見かねた細貝八郎兵衛とさち女は、はすずに郷に帰るようにと言い聞かせます。
「すずは細貝家の娘です。この家の他に郷などはございません」

佐波久弥という書院番の男を八郎兵衛は夕餉に招きます。二十六歳で背丈は高く立ち振る舞いがのびやかです。酒はあまり飲みません。八郎兵衛とは親しくしていて、すずに嫁がせようとするのです。この二人は謡を唄うという趣味があります。その頃すずは鼓を習っていたので、食事の後に三人で唄うのです。

すずは久弥と再度の祝言をあげ、やがて二人の子供に恵まれます。娘のこずえを宮参りにつれていったとき、昔の良人、玄二郎にであいます。玄二郎はそこで過去の生活を語り、あげくにすずに五両を無心するのです。それが二十両になり、すずは一人で悩んだ末にとうとう懐刀をもって玄二郎の指定する場所にいきます。玄二郎を殺め、自分もその後を追っても、良人や子供たちは仕合わせに暮らせると決心したからです。

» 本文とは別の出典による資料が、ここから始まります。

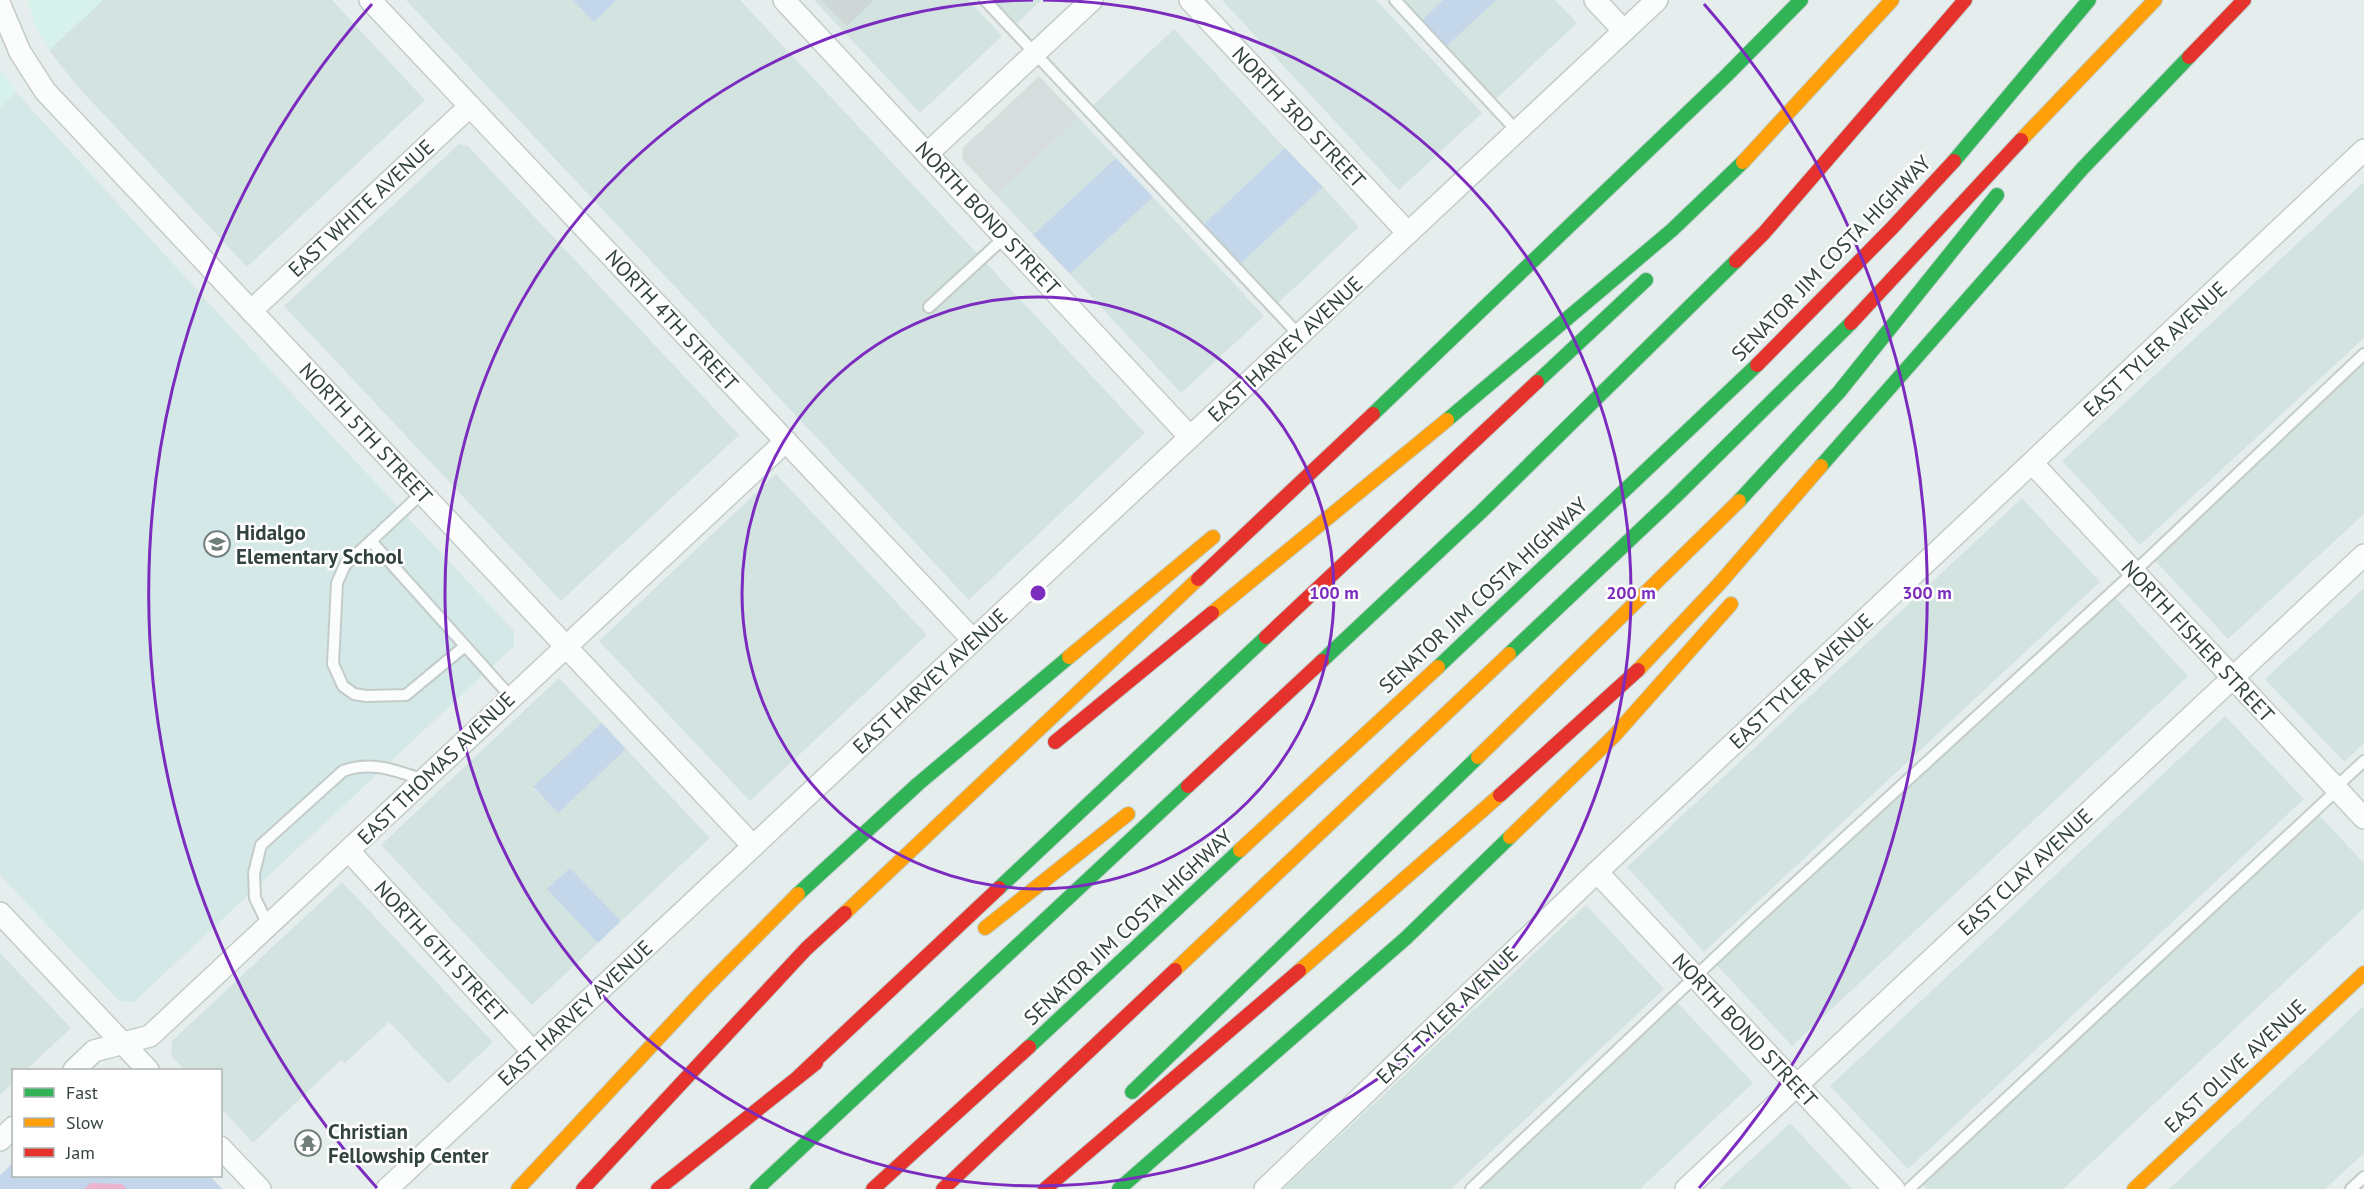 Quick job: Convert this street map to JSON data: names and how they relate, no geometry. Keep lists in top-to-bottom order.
{
  "streets": {
    "main road": ["SENATOR JIM COSTA HIGHWAY", "EAST OLIVE AVENUE"],
    "street": [
      "NORTH 3RD STREET",
      "EAST WHITE AVENUE",
      "NORTH BOND STREET",
      "NORTH 4TH STREET",
      "EAST HARVEY AVENUE",
      "EAST TYLER AVENUE",
      "NORTH 5TH STREET",
      "NORTH FISHER STREET",
      "EAST THOMAS AVENUE",
      "EAST CLAY AVENUE",
      "NORTH 6TH STREET"
    ]
  },
  "crossings": [
    ["NORTH 3RD STREET", "EAST HARVEY AVENUE"],
    ["EAST WHITE AVENUE", "NORTH 4TH STREET"],
    ["EAST WHITE AVENUE", "NORTH 5TH STREET"],
    ["NORTH BOND STREET", "EAST HARVEY AVENUE"],
    ["NORTH BOND STREET", "EAST TYLER AVENUE"],
    ["NORTH BOND STREET", "EAST CLAY AVENUE"],
    ["NORTH 4TH STREET", "EAST HARVEY AVENUE"],
    ["NORTH 4TH STREET", "EAST THOMAS AVENUE"],
    ["EAST HARVEY AVENUE", "NORTH 5TH STREET"],
    ["EAST HARVEY AVENUE", "NORTH 6TH STREET"],
    ["EAST TYLER AVENUE", "NORTH FISHER STREET"],
    ["NORTH 5TH STREET", "EAST THOMAS AVENUE"],
    ["NORTH FISHER STREET", "EAST CLAY AVENUE"],
    ["EAST THOMAS AVENUE", "NORTH 6TH STREET"]
  ],
  "places": {
    "school or university": ["Hidalgo Elementary School"],
    "temple": ["Christian Fellowship Center"]
  },
  "legend": ["Fast", "Slow", "Jam"],
  "rings": ["100 m", "200 m", "300 m"]
} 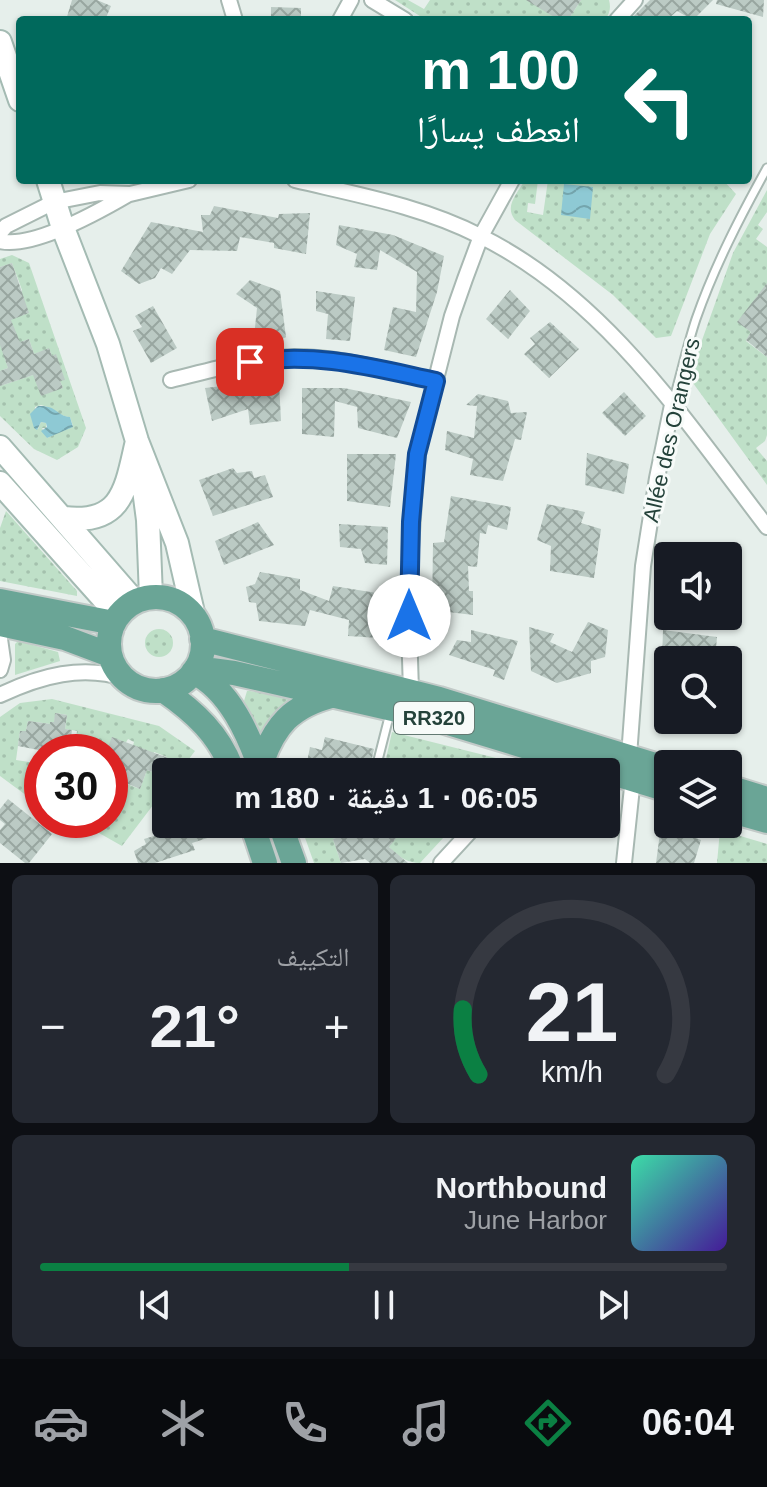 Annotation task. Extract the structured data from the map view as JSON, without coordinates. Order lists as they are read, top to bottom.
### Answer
{
  "streets": {
    "main road": ["RR320"],
    "street": ["Allée des Orangers"]
  },
  "crossings": [
    ["Allée des Orangers", "RR320"]
  ],
  "page": {
    "turn": ["100 m", "انعطف يسارًا"],
    "limit": "30",
    "trip": "06:05 · 1 دقيقة · 180 m",
    "tile": "التكييف",
    "heat": ["−", "21°", "+"],
    "song": ["Northbound", "June Harbor"],
    "tabs": "06:04",
    "gauge": ["21", "km/h"]
  }
} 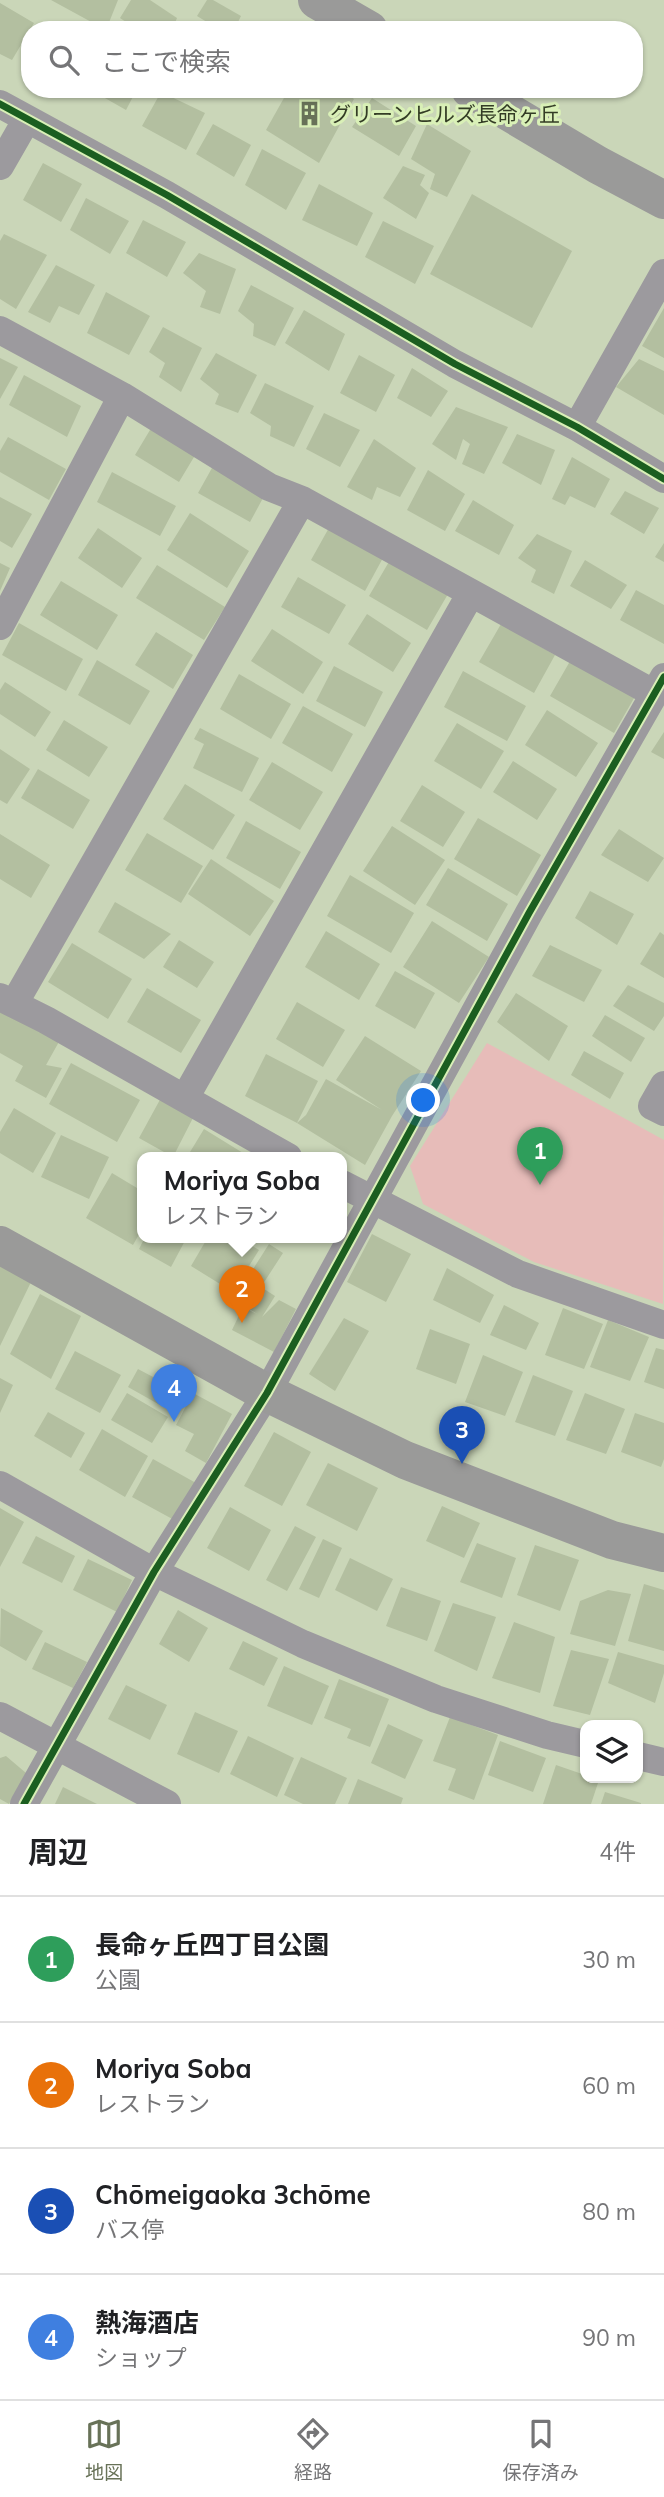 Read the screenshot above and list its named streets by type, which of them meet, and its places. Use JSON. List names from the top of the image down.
{
  "places": {
    "building": ["グリーンヒルズ長命ヶ丘"]
  },
  "page": {
    "search": "ここで検索",
    "pins": [
      "1",
      "2",
      "4",
      "3"
    ],
    "popup": ["Moriya Soba", "レストラン"],
    "heading": ["周辺", "4件"],
    "list": [
      {
        "mark": "1",
        "name": "長命ヶ丘四丁目公園",
        "note": "公園",
        "value": "30 m"
      },
      {
        "mark": "2",
        "name": "Moriya Soba",
        "note": "レストラン",
        "value": "60 m"
      },
      {
        "mark": "3",
        "name": "Chōmeigaoka 3chōme",
        "note": "バス停",
        "value": "80 m"
      },
      {
        "mark": "4",
        "name": "熱海酒店",
        "note": "ショップ",
        "value": "90 m"
      }
    ],
    "nav": ["地図", "経路", "保存済み"]
  }
} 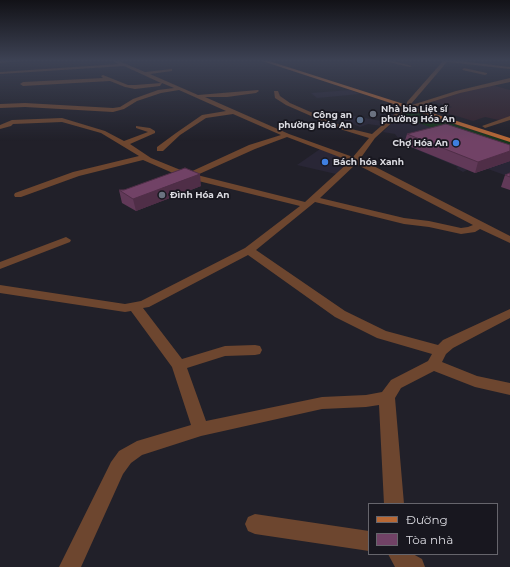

玄二郎はやくざ者たちによって始末されます。自らの手でかつての良人を殺めることがなかったことにすずは安堵するのです。

心に残る一冊 その151  「やぶからし」 その六 「こいそ」と「竹四郎」

本堂竹四郎という足軽組頭がいました。城代家老、藤川平左衛門の指名で家老の助筆をつとめることになります。助筆とは秘書官のような役割です。無礼から百二十石をもらうことになります。無礼とは下士、つまり下級武士のことです。助筆は、老職席と諸役所との取り次ぎや周旋をすることから、めはしが利き、すばやい判断と洞察力が求められます。稀有の抜擢だといわれ、周りの者からは反感や妬視を受けますが、ご本人は無頓着です。

竹四郎は剣術が得意で、藩の道場で代師範をしています。彼が教えるのは、身じまい、服装、作法、正しい挙措といったことで、ほとんど技の教授はしません。まるで舞いの稽古をするかのようで、「舞い舞い剣術」と陰口が広まります。

藤川平左衛門に「こいそ」という十八歳の娘がいます。明るい性格で愛くるしいすがたです。たびたび縁談が持ち込まれますが、平左衛門は本人の判断に任せてきたので、こいそはことごとく断り続けています。

あるとき竹四郎は付け文をこいそに渡し、呼び出して対面し結婚を申し込みます。「貴方を愛している、妻として娶りたい」と云うのです。こいそは、無礼きわまりない竹四郎の言葉に席を立ってしまいます。

良家の育ちである岡田金之助というのがこいそに縁談を申し込んできます。金之助は眼に落ち着きがなく、軽薄な人間です。役目で金子を勘定方から支出させるなど、不正なことをしています。あるとき、金之助は竹四郎のところに請求書を持ってきます。
「預かっておきます」と竹四郎は云います。
「今すぐ必要なのだ、、、」
「捺印はできない、」
「無礼なことを云うな、わたしになにか不正なことでもしたというのか、」
「大きな声を出さないがいい」
「貴方はいま、告白をした、わたしが触れもしないのに、自分の口から不正、、うんうんと云った」
「実は貴方が不正をしていることは調べ上げている」
「貴方の三人の仲間もつるんでいる」

金之助は仲間と一緒に果たし状を渡し、竹四郎に向かいますが全く歯が立ちません。二人はこの果たし合いやこいそをめぐる話題はだれにも口外しないと約束します。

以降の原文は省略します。